Downloadable ContentDownload PDF
Comparative effectiveness of language modeling algorithms on acoustic level error samples
Various language models are used by speech recognition programs to improve the accuracy of converting sound to text. Because acoustical interpretation has significant flaws that are unlikely to be resolved anytime soon, the language model as a secondary step of analysis remains very influential in determining the overall accuracy of the speech recognition process. The earliest speech recognition programs used tri-gram language models, later refined to n-grams and hidden Markov models, to improve accuracy.

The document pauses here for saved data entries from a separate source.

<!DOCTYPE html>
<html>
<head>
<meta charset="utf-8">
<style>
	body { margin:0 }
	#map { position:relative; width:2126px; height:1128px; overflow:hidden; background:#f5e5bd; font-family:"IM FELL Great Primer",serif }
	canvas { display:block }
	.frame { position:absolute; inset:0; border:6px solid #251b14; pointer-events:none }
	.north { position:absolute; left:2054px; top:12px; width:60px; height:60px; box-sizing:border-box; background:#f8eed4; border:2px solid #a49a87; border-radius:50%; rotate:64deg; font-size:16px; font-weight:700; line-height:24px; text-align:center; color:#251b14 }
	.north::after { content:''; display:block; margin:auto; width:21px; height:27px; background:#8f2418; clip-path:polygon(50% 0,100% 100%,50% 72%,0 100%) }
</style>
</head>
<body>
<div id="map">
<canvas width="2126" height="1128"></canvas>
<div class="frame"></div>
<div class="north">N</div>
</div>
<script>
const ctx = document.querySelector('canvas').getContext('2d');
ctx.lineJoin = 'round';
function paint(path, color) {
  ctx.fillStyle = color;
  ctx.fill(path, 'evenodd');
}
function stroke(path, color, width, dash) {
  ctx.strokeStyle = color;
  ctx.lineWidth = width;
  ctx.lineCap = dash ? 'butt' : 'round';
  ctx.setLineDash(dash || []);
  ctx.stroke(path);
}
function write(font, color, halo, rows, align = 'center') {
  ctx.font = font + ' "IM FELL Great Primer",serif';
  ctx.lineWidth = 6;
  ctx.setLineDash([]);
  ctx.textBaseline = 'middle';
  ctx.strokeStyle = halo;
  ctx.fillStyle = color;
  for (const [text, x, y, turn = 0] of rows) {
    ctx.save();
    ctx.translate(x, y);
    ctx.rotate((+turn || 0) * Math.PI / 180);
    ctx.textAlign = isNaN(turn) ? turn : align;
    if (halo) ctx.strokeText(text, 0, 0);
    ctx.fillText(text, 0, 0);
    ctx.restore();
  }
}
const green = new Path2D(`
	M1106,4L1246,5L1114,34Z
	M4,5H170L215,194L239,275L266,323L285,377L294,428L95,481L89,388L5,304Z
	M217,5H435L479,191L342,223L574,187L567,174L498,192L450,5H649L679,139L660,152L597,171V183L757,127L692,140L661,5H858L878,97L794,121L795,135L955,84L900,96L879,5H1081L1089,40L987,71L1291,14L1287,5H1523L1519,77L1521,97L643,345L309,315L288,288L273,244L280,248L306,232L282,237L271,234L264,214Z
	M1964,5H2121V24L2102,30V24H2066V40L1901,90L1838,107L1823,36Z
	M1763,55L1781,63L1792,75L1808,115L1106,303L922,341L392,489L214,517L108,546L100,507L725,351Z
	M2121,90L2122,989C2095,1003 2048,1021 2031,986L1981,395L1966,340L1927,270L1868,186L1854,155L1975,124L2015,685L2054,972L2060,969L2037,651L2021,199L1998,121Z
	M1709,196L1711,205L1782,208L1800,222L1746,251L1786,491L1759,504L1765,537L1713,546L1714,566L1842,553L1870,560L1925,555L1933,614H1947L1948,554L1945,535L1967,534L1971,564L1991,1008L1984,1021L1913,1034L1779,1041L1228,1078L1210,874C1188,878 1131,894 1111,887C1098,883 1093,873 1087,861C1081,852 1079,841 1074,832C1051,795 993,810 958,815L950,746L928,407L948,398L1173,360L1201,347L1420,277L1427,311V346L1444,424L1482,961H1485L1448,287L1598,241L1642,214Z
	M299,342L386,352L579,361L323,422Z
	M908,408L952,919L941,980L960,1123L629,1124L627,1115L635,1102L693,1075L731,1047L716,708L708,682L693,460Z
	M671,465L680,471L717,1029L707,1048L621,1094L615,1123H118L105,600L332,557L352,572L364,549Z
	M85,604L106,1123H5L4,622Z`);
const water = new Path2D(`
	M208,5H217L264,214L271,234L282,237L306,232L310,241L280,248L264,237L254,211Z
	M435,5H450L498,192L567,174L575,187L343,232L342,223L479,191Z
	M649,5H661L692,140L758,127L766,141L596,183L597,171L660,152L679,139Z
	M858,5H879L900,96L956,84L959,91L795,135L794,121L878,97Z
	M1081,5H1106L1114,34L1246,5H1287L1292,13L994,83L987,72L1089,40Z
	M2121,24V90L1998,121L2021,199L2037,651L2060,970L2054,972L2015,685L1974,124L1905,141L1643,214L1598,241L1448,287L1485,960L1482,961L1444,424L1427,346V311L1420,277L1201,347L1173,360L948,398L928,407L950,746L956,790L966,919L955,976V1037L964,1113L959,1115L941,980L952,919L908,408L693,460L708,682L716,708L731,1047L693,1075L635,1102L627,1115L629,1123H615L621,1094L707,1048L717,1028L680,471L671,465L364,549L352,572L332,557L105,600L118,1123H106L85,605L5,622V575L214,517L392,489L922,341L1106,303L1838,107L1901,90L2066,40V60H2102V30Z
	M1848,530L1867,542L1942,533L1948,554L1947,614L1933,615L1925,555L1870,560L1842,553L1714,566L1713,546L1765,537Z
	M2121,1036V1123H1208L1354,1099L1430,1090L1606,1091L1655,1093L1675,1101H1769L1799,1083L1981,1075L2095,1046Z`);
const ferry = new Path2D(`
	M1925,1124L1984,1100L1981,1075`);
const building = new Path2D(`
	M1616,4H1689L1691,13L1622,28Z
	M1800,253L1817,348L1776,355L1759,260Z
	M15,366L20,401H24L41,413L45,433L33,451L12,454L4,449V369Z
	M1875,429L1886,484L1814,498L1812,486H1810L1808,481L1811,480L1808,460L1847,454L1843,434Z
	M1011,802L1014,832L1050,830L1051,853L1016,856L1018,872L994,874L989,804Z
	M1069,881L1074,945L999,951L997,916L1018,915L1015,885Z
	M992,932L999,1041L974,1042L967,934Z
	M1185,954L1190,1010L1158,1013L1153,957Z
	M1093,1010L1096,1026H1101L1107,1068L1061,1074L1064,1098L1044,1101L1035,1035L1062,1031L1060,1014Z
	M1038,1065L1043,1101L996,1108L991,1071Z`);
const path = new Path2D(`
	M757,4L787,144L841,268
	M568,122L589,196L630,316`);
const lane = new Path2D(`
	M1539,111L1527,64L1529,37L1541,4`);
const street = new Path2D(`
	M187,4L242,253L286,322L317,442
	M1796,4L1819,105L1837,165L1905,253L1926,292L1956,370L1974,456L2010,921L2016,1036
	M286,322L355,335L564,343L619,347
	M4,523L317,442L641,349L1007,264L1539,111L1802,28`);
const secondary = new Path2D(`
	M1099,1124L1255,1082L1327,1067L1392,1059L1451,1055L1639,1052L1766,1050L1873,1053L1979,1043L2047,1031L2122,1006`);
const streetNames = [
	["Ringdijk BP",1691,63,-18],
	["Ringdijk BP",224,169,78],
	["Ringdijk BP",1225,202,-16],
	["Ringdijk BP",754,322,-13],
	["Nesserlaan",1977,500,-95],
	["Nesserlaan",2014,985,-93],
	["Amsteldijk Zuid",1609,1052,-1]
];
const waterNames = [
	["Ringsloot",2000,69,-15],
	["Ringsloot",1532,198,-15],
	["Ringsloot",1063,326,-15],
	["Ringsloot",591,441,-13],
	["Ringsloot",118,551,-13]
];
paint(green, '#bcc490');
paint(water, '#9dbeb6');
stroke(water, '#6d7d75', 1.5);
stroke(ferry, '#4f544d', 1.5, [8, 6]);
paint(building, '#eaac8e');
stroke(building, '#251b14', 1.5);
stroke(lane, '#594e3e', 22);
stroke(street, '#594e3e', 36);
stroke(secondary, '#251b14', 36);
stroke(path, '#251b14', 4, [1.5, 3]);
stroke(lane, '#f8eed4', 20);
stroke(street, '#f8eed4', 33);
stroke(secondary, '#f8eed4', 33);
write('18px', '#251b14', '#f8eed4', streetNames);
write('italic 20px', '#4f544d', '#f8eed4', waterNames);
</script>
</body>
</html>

The latest advances in speech recognition have been made by deemphasizing the n-gram model to utilize deep learning and deep neural network models. The goal of this research is to show whether placing more weight on language modeling, as demonstrated with simple tri-gram language modeling applied after the neural network model, can significantly improve the accuracy of voice dictation. To examine this, experiments were performed to classify voice dictation errors into several categorical types, and then apply language modeling trained with different language sources, from very general to very specific. Error sentences were created using Dragon NaturallySpeaking 12.5 by logging the errors which occurred during dictation of sample English language corpii of different types. These language files were then analyzed by the older bi-gram and tri-gram language models to determine which ones produced the greatest statistical difference between incorrect and correct sentences. An analysis of the mistakes made by the output of Dragon NaturallySpeaking 12.5 shows that tri-gram modeling favors correct sentences over the error sentences. Without access to the alternative choices rejected by Dragon NaturallySpeaking, no conclusion can be drawn to the degree that tri-gram modeling might introduce new error, but test results show that utilizing a simple tri-gram language model in addition to neural network and language model analysis already being performed would significantly reduce the number of false positives.